* Brief: Go through the lines below and copy each one that holds the string "Dastro".

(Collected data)

◇ ◇ ◇

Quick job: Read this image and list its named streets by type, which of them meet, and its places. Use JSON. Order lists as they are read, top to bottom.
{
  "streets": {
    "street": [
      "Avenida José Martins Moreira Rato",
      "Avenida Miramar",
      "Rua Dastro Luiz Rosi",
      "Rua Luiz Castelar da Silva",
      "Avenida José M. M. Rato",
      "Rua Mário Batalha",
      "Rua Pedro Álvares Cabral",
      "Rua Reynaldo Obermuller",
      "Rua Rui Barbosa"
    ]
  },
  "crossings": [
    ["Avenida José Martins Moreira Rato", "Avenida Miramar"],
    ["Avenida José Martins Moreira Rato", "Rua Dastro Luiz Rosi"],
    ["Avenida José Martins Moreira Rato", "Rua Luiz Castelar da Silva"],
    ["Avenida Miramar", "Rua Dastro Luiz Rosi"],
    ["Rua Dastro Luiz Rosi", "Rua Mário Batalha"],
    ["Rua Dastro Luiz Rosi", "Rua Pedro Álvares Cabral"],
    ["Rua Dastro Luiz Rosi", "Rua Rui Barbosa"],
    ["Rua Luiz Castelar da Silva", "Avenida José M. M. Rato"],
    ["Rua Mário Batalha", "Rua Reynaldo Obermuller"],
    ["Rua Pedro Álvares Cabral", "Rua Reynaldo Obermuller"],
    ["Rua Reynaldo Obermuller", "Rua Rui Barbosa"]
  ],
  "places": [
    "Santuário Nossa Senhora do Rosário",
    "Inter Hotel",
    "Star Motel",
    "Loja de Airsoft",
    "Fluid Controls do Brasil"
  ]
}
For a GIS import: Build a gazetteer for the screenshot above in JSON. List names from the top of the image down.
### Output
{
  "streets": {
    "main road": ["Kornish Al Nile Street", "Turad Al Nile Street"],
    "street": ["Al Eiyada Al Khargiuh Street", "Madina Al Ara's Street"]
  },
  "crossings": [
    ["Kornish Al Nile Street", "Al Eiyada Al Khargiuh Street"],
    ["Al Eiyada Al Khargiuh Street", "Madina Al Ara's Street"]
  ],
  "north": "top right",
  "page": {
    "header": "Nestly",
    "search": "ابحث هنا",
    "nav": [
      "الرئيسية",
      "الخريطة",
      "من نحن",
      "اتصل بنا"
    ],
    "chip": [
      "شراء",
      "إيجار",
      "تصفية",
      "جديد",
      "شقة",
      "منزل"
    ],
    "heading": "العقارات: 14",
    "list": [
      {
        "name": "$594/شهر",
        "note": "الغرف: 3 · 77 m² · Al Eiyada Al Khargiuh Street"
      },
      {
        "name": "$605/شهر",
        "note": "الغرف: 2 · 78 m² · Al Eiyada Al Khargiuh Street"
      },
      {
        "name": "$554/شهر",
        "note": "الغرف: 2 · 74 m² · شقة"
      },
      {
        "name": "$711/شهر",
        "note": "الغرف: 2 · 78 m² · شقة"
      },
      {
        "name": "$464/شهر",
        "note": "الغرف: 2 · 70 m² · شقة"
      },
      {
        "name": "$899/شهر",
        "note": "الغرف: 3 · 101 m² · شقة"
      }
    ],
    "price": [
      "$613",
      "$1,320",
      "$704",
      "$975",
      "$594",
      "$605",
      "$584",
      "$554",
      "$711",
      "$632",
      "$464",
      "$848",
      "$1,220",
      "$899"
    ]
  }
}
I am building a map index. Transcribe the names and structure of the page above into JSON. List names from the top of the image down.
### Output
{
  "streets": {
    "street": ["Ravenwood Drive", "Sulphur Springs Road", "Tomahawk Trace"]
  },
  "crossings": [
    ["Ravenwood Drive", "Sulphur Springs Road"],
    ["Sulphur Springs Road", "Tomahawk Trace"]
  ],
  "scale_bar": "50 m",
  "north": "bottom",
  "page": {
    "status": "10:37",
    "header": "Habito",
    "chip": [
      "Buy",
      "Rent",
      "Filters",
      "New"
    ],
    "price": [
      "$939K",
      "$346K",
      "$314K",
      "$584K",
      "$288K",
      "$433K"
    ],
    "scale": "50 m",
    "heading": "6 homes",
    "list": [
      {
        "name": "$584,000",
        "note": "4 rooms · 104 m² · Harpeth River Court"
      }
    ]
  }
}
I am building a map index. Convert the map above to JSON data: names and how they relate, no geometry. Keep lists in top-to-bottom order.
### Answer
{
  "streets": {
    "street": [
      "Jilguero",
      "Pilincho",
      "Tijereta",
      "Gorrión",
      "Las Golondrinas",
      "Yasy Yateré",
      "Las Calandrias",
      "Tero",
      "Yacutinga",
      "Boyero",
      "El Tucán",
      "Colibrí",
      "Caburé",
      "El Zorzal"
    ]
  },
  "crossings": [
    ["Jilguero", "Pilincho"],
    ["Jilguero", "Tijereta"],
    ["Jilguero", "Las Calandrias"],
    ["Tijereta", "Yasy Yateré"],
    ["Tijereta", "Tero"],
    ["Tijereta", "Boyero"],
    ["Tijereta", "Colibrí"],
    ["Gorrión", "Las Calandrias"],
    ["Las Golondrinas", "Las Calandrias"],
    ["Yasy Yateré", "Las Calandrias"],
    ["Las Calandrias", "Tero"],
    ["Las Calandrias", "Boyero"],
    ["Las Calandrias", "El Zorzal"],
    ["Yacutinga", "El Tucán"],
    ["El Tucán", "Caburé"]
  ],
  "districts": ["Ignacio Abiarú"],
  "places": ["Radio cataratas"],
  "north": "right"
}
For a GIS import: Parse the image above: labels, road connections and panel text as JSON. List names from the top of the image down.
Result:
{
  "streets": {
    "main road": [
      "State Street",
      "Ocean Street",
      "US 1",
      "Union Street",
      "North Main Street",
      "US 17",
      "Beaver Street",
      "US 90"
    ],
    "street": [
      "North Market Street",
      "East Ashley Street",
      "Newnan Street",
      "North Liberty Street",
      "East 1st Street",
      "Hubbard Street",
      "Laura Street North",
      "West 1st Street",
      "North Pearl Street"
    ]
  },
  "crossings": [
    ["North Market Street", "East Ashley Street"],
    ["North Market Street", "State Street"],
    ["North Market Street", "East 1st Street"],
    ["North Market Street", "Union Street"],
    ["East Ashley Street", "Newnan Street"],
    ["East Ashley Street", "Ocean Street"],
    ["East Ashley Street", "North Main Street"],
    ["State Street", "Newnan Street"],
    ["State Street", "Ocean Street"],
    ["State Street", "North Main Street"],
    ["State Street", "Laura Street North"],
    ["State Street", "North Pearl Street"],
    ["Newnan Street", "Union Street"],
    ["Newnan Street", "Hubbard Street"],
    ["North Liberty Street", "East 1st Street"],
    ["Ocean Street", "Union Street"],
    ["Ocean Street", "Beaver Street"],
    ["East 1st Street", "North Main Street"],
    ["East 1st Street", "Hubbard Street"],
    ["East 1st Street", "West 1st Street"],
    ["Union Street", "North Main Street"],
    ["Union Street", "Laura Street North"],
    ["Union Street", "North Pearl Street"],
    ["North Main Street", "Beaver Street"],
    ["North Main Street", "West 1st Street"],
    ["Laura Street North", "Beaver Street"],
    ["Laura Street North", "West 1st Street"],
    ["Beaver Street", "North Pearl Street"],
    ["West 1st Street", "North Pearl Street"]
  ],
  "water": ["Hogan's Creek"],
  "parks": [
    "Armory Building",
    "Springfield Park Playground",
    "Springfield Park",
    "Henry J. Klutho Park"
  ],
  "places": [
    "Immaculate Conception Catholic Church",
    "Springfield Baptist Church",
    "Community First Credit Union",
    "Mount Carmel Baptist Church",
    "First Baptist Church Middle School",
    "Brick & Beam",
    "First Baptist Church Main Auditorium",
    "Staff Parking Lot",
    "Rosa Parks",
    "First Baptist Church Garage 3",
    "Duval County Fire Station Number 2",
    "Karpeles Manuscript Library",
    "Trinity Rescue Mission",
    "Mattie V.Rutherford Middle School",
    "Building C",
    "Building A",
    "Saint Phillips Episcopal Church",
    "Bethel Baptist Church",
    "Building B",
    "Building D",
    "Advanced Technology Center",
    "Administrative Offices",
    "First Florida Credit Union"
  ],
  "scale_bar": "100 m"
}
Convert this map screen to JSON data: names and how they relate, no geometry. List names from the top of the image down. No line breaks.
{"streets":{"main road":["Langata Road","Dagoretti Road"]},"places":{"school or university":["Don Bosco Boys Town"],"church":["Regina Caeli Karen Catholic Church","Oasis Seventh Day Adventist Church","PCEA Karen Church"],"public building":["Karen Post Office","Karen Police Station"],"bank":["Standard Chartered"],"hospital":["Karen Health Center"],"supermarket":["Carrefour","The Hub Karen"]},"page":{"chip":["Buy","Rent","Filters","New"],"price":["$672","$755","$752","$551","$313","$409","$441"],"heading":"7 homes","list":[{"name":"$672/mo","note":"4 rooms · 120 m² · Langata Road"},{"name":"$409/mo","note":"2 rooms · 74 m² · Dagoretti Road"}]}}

◇ ◇ ◇

* Exercise answer:
      "Rua Dastro Luiz Rosi",
    ["Avenida José Martins Moreira Rato", "Rua Dastro Luiz Rosi"],
    ["Avenida Miramar", "Rua Dastro Luiz Rosi"],
    ["Rua Dastro Luiz Rosi", "Rua Mário Batalha"],
    ["Rua Dastro Luiz Rosi", "Rua Pedro Álvares Cabral"],
    ["Rua Dastro Luiz Rosi", "Rua Rui Barbosa"],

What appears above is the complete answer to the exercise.